# I did a printing test today.



## john doe. (Aug 26, 2006)

I did a test today to see if I’m printing or just paranoid about it. I saw a LEO on the way home from picking my daughter up from school. I deliberately caught his eye and gave him the, “Hi” nod. I even made him wait for me as I walked behind his squad car as he was trying to pull out. 

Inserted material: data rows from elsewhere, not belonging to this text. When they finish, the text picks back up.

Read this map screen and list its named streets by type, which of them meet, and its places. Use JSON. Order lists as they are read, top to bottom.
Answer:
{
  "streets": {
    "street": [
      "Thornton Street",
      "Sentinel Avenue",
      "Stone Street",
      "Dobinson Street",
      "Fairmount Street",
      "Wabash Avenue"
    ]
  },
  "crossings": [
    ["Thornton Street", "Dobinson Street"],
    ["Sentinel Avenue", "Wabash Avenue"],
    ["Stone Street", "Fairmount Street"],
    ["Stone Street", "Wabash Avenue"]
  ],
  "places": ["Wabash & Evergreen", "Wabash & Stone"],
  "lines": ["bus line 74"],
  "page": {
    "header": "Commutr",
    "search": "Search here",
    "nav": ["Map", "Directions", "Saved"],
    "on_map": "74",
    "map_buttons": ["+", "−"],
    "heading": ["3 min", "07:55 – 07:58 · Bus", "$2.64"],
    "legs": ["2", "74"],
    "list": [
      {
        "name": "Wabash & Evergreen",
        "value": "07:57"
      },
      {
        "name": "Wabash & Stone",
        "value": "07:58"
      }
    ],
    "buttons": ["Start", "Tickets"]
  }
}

If I was printing he sure made no indication that he saw it because nothing was said. I’m sure it’s just my paranoia from being a new CCW permit holder.


----------



## jpruett79 (Sep 23, 2006)

I get fairly paranoid myself but i have found that walking is not a problem. I tend to worry most when i bend over to get something from the bottom shelf at walmart.

I have to admit i have learend you have to dress for your gun and sometimes that can get really hard.


----------



## Maximo (May 26, 2006)

tnoisaw said:


> I did a test today to see if I'm printing or just paranoid about it. I saw a LEO on the way home from picking my daughter up from school. I deliberately caught his eye and gave him the, "Hi" nod. I even made him wait for me as I walked behind his squad car as he was trying to pull out.
> 
> If I was printing he sure made no indication that he saw it because nothing was said. I'm sure it's just my paranoia from being a new CCW permit holder.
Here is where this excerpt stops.